Nadar en lo más profundo

Triunfa la filosofía musical de Gidon Kremer en su concierto habanero con la Kremerata Báltica

PEDRO DE LA HOZ
pedro.hg@granma.cip.cu

Foto: YORDANKA ALMAGUERLos verdaderos grandes músicos suelen ser generosos. Anteponen su vocación de entrega a los capiteles dorados de la fama. Gidon Kremer pertenece a esa raza. Tiene que saber, porque se conoce a sí mismo, de su talento desbordado, pero no lo cultiva para su propio esplendor, sino como manera de repartir riqueza a los demás.

Este demiurgo letón, cuyo liderazgo al frente de la Kremerata Báltica se hace sentir en términos estéticos y éticos, protagonizó en la noche del jueves una velada que quedará en los anales de la vida musical cubana de nuestros días.

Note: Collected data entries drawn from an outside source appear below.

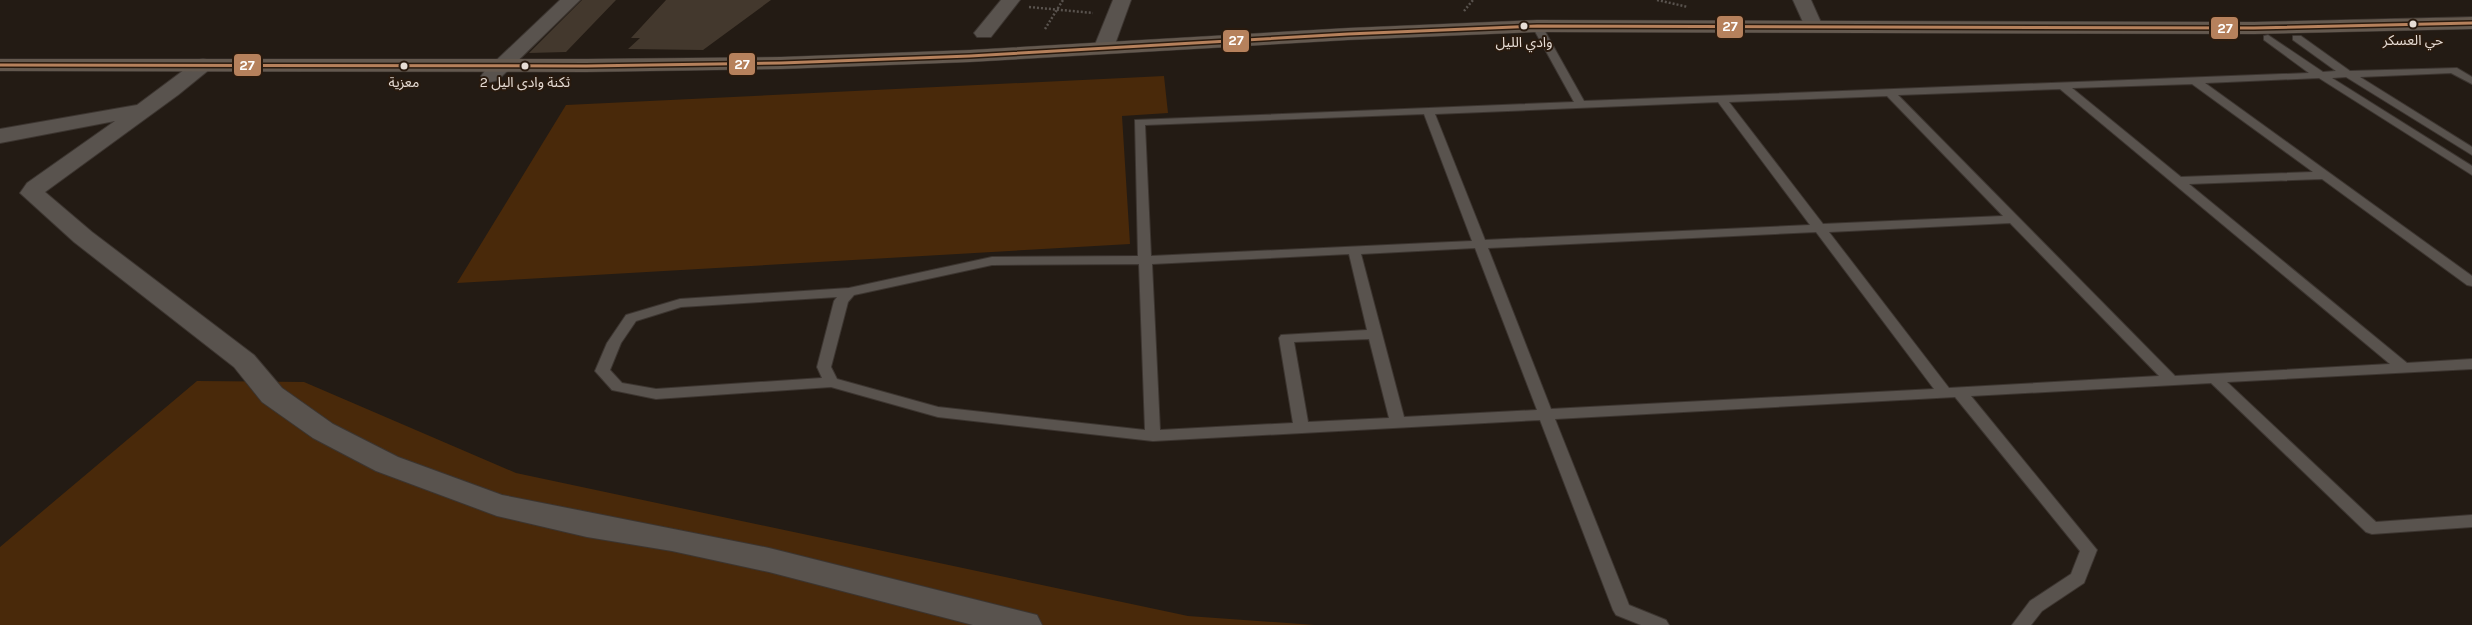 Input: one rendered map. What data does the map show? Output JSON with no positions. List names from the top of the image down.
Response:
{
  "places": [
    "حي العسكر",
    "وادي الليل",
    "معزية",
    "ثكنة وادى اليل 2"
  ],
  "lines": ["transit line 27"]
}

Quienes asistimos al teatro Amadeo Roldán, disfrutamos a un violinista excepcionalmente cultivado y comunicativo, a un virtuoso que reniega del narcisismo técnico para instalarse en el territorio de la intencionada expresividad, a un diseñador de atmósferas, a un conductor exigente y a la vez participativo, y a un artista de mente rigurosa y al mismo tiempo abierta.

No puede ser de otro modo alguien que conscientemente quiere, como ha dicho, "estar en la vanguardia de la lucha contra la polución musical del mundo, que con mucha frecuencia se vuelve víctima de las políticas orientadas por el mercado. (¼ ) La Kremerata Báltica y yo mismo tratamos de mantenernos en los valores reales y no deslizarnos en la superficie de la música. Nadar en lo más profundo sigue siendo nuestra meta al escoger las piezas correctas y tratando de ofrecer interpretaciones, en lugar de imitaciones, de grandes partituras".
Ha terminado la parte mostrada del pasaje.